▶ [The data]:

+-------+

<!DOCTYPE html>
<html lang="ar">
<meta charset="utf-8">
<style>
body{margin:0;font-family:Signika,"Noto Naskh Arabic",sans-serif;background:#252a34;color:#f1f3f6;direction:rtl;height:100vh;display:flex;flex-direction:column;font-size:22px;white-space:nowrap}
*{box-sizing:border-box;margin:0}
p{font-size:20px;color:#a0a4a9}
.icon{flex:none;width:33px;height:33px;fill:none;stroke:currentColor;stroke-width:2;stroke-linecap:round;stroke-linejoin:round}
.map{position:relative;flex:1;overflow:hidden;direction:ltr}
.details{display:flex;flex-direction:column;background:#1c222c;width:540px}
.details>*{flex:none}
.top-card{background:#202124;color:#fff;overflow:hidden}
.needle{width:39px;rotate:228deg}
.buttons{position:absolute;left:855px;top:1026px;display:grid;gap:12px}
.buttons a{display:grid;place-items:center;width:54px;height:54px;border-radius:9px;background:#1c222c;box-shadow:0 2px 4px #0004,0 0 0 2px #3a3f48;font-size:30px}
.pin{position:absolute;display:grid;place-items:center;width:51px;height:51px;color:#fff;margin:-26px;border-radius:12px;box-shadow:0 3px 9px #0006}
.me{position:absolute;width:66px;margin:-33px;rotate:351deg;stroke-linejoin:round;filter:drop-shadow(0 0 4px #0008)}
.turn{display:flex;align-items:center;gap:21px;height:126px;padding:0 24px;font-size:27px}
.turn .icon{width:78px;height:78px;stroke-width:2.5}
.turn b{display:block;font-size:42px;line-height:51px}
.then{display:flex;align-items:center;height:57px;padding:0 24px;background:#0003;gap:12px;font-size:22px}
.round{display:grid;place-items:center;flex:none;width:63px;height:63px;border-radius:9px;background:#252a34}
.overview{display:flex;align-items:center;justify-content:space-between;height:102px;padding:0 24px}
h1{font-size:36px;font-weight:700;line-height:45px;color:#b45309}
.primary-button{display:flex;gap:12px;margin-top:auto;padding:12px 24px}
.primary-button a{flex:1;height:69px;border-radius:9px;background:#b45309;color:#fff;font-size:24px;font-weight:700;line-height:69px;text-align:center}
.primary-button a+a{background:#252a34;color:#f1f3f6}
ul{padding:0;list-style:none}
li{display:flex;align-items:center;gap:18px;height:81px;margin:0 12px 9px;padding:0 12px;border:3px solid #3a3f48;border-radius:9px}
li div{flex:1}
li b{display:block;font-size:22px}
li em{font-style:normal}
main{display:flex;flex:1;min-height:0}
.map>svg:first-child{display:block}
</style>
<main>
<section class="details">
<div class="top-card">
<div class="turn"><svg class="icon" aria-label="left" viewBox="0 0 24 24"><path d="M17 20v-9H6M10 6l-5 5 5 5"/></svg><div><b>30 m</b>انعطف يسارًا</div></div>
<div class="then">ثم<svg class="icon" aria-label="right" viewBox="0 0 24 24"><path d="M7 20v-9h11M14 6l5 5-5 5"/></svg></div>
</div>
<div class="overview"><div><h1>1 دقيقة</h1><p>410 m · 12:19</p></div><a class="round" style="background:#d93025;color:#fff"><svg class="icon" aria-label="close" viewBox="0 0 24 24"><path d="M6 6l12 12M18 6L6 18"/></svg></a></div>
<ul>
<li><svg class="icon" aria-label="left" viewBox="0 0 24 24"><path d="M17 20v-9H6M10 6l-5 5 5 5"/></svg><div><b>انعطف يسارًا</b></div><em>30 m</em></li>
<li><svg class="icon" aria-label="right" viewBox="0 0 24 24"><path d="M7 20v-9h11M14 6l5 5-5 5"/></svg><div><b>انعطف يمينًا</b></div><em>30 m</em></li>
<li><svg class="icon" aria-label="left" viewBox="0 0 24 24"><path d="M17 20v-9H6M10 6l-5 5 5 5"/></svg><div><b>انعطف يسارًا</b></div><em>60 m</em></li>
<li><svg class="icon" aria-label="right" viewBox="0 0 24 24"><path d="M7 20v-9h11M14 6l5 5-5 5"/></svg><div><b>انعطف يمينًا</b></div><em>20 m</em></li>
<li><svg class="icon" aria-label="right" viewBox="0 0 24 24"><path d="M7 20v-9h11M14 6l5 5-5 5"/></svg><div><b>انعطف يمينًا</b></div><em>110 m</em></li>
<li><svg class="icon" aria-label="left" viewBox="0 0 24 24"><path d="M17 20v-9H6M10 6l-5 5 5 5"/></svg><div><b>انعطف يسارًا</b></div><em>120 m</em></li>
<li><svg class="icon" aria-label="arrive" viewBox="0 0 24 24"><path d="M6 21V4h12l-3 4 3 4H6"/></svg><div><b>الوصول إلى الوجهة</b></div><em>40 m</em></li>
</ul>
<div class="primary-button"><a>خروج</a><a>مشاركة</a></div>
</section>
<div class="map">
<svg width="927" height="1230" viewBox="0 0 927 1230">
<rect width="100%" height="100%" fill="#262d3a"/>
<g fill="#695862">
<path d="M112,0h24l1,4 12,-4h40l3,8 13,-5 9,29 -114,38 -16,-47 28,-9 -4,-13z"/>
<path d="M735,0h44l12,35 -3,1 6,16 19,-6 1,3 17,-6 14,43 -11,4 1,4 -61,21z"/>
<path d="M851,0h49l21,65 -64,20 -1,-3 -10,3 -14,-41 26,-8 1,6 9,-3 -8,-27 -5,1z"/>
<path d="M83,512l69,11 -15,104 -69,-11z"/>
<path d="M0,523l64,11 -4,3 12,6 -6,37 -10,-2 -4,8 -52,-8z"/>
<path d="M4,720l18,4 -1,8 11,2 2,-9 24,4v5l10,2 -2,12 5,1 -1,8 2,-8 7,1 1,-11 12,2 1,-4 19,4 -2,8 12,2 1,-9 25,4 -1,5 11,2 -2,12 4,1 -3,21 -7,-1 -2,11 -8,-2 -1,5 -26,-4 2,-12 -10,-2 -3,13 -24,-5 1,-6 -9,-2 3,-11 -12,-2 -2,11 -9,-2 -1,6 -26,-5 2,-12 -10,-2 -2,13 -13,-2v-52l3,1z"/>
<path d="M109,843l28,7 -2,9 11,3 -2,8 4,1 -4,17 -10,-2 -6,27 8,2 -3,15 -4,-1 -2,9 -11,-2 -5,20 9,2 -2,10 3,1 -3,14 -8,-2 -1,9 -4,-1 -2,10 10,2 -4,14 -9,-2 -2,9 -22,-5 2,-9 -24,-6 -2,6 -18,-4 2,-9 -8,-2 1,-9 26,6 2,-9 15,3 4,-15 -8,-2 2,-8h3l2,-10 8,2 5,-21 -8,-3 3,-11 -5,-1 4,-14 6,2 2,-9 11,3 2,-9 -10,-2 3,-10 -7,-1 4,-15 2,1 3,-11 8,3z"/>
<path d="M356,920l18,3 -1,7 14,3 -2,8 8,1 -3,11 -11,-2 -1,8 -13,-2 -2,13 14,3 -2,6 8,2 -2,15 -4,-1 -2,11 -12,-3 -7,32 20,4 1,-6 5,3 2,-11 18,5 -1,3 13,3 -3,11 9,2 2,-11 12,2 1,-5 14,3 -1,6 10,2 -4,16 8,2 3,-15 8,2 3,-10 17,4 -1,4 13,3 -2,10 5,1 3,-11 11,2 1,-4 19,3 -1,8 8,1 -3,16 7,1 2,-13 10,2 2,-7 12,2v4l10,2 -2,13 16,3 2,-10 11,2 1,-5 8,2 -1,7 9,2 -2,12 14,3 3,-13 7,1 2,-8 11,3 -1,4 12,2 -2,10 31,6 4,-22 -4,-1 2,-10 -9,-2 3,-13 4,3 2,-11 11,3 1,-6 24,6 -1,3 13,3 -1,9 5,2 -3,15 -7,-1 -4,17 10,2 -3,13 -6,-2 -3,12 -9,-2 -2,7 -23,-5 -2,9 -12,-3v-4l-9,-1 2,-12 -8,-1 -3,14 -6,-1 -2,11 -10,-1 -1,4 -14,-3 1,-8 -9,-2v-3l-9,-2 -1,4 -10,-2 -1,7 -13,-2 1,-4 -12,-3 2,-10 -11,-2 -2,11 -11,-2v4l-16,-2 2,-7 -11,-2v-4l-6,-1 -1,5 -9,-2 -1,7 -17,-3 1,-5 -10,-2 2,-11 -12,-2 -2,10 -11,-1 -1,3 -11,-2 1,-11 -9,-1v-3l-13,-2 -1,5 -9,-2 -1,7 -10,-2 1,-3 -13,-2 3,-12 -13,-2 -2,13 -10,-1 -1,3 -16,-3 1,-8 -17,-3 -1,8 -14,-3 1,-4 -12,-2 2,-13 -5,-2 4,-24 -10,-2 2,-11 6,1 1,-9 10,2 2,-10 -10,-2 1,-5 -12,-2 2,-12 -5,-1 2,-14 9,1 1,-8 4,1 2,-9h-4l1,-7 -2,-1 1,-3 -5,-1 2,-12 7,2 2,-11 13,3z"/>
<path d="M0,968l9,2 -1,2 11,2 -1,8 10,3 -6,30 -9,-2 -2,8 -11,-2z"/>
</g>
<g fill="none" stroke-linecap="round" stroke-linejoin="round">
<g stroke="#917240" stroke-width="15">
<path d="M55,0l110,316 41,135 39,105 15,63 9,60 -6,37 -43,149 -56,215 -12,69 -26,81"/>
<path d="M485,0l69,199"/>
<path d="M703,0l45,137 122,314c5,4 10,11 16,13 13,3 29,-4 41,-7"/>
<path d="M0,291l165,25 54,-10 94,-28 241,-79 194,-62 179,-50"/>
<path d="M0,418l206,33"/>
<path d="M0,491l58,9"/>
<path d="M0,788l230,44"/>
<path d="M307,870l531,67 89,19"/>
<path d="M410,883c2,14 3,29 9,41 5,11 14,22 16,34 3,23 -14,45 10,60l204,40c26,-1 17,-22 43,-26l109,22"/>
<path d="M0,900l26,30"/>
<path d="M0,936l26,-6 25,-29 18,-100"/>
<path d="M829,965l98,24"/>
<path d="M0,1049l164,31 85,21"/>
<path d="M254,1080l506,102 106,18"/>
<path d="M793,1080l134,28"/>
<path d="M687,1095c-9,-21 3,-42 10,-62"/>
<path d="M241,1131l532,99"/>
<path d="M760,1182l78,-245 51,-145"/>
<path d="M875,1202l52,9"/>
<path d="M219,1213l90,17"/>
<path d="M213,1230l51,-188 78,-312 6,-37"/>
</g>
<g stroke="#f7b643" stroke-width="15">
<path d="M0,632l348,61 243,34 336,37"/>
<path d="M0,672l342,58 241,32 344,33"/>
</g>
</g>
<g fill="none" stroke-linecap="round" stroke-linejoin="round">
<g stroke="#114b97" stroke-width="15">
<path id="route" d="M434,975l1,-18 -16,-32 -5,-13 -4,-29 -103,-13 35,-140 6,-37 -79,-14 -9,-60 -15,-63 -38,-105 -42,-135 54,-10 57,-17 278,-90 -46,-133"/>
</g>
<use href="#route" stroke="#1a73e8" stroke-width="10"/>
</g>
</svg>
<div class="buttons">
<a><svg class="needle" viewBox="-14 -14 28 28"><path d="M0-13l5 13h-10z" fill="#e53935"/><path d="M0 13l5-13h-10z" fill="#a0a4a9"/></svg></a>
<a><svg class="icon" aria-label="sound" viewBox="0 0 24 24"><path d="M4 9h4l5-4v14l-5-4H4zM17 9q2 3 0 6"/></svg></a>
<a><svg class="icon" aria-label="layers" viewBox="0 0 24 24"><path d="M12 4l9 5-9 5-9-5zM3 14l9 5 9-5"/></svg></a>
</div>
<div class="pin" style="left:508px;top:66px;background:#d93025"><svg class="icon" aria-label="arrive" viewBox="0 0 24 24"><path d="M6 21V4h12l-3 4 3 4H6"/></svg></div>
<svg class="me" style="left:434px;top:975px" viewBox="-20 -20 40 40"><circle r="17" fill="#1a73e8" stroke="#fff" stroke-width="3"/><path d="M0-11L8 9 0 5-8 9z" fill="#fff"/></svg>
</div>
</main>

+-------+

▶ [Instructions to follow]: Indicate how many lines in the records above contain the word "buttons", giving only the number.

▶ [Result]: 3